Problem requirements: Nothing besides a number belongs in the answer, which is how many lines of the listing contain the string "white".

Material to process:
#####
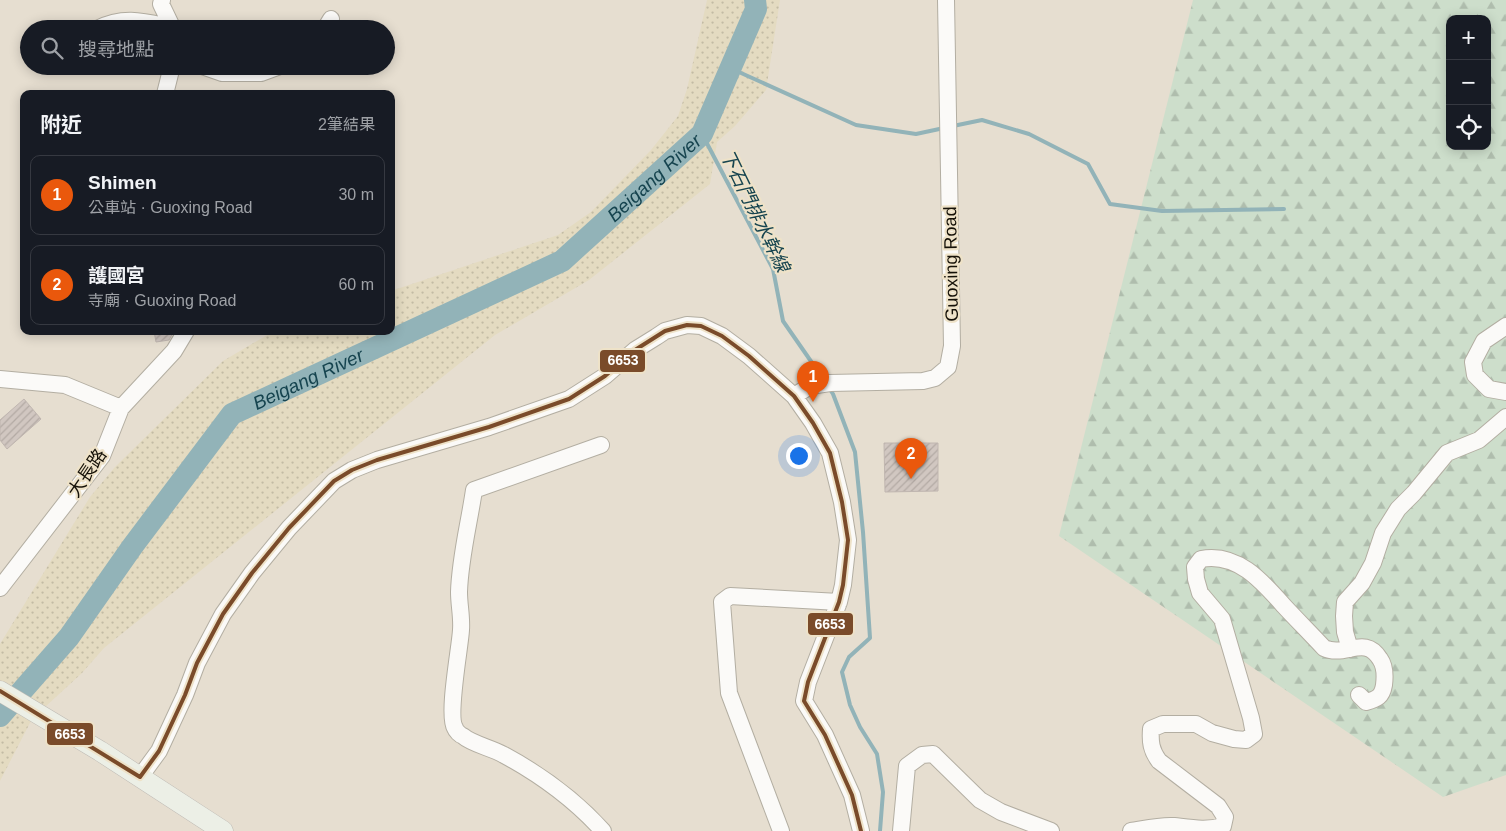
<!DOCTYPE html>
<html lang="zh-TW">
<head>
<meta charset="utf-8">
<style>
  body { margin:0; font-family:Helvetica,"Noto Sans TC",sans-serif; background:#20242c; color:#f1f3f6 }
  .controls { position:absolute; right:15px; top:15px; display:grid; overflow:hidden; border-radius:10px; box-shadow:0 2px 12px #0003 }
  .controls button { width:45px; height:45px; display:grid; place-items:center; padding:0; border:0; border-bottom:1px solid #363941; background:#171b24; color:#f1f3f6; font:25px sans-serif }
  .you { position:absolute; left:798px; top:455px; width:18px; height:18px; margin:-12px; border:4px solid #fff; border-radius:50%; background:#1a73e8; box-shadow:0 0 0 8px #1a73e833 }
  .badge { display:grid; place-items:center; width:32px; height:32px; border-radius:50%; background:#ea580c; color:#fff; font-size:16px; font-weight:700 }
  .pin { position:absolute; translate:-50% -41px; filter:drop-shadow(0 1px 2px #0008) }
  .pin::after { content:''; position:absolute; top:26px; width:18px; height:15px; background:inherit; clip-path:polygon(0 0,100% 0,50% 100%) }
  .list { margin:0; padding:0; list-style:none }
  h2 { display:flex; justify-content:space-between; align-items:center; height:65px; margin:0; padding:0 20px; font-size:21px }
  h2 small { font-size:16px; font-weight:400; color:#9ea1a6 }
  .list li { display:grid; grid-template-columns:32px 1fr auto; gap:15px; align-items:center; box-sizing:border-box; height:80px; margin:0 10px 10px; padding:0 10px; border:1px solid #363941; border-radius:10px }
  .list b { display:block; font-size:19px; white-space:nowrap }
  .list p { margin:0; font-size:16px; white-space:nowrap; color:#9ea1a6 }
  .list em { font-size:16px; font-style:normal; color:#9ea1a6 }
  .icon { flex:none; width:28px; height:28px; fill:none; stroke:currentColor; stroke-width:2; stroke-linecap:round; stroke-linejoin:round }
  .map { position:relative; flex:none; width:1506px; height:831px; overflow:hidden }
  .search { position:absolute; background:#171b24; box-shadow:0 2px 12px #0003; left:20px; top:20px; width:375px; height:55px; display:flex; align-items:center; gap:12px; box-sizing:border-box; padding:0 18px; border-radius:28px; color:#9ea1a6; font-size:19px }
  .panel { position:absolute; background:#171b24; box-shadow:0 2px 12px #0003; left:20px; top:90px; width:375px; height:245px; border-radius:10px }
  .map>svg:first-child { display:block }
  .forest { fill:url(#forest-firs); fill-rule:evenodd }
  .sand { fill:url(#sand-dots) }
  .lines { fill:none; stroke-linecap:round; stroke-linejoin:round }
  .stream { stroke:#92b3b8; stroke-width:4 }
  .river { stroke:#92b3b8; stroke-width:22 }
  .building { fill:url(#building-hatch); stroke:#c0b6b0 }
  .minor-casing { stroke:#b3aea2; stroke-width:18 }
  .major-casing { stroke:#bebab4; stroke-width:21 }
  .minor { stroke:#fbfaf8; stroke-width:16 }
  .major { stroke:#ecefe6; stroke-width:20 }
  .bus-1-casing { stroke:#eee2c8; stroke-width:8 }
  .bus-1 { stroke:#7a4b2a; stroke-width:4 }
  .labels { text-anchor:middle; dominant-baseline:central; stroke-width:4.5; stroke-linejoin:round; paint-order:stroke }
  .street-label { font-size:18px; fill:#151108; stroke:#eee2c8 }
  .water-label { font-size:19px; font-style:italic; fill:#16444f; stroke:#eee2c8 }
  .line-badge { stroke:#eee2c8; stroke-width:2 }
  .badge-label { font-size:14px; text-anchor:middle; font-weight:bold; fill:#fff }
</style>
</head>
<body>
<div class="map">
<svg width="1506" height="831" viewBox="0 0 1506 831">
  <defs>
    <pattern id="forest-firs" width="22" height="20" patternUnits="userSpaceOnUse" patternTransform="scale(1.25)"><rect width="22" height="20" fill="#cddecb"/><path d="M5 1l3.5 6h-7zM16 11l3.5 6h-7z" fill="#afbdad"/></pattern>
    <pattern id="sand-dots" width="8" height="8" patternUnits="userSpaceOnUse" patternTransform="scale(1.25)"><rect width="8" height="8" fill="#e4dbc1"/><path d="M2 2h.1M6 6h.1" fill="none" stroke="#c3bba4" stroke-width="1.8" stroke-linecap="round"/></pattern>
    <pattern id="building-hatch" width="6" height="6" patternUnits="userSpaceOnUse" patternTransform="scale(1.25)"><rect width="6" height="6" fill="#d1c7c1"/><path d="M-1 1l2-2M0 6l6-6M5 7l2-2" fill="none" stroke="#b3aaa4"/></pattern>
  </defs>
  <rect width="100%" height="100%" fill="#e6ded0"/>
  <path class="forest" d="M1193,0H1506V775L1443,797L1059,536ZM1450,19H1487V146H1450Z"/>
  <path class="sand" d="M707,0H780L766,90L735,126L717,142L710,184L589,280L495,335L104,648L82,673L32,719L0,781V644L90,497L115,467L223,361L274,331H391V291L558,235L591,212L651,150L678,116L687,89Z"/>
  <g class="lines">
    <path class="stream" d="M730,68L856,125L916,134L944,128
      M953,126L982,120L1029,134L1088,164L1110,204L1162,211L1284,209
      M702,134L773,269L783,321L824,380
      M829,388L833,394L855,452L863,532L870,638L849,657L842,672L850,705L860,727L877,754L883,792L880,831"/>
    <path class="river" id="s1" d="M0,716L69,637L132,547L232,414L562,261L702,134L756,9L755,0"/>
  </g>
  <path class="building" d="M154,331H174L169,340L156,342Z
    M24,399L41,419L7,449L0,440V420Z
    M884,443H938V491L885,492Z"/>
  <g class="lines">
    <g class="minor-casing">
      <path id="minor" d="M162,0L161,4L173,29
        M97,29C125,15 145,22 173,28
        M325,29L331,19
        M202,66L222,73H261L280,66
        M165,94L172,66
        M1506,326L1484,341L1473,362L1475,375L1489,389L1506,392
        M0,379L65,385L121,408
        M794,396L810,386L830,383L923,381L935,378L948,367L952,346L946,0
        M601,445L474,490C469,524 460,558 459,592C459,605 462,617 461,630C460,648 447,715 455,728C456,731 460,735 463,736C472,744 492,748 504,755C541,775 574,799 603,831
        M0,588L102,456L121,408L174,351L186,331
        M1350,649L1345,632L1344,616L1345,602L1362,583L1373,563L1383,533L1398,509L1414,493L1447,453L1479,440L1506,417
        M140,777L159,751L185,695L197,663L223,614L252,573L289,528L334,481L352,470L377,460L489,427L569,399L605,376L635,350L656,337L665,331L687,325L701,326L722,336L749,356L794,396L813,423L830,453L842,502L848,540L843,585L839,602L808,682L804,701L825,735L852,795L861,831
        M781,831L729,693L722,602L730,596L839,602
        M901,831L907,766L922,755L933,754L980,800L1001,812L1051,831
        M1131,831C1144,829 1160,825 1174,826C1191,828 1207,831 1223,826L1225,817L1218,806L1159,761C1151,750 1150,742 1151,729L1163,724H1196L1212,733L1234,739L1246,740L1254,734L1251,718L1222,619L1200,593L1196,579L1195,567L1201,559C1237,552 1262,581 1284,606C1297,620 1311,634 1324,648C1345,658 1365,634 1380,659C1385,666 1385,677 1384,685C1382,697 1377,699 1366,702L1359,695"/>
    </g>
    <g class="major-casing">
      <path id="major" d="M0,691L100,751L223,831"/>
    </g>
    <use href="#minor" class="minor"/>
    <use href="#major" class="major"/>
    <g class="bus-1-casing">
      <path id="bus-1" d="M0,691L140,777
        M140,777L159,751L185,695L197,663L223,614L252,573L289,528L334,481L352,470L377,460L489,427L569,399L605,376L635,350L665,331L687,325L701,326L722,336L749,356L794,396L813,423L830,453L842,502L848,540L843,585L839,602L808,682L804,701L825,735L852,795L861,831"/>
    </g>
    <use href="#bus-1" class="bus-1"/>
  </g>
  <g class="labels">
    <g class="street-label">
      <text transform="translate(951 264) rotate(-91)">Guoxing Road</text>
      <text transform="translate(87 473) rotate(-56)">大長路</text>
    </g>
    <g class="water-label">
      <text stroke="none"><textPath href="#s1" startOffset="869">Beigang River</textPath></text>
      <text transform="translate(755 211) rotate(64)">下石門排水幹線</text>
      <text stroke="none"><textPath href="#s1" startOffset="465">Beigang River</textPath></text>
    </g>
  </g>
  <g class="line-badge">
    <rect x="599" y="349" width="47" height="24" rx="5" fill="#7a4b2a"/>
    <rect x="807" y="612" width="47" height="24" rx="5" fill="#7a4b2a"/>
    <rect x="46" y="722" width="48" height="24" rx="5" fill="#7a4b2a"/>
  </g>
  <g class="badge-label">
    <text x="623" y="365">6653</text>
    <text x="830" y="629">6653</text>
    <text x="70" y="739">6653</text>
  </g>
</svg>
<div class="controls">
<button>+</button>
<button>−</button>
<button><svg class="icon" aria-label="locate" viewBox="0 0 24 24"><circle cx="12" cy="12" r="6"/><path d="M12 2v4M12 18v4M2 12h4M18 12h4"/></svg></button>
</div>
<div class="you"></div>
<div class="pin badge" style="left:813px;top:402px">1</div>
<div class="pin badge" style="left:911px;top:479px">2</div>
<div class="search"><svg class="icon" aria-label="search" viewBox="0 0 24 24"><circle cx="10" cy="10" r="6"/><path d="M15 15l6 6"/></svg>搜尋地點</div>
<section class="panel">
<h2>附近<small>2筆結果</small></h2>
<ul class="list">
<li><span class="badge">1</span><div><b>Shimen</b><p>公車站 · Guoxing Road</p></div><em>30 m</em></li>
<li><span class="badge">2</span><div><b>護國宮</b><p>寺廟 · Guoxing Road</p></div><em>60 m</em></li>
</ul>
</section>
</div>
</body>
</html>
#####
Response for this exercise: 2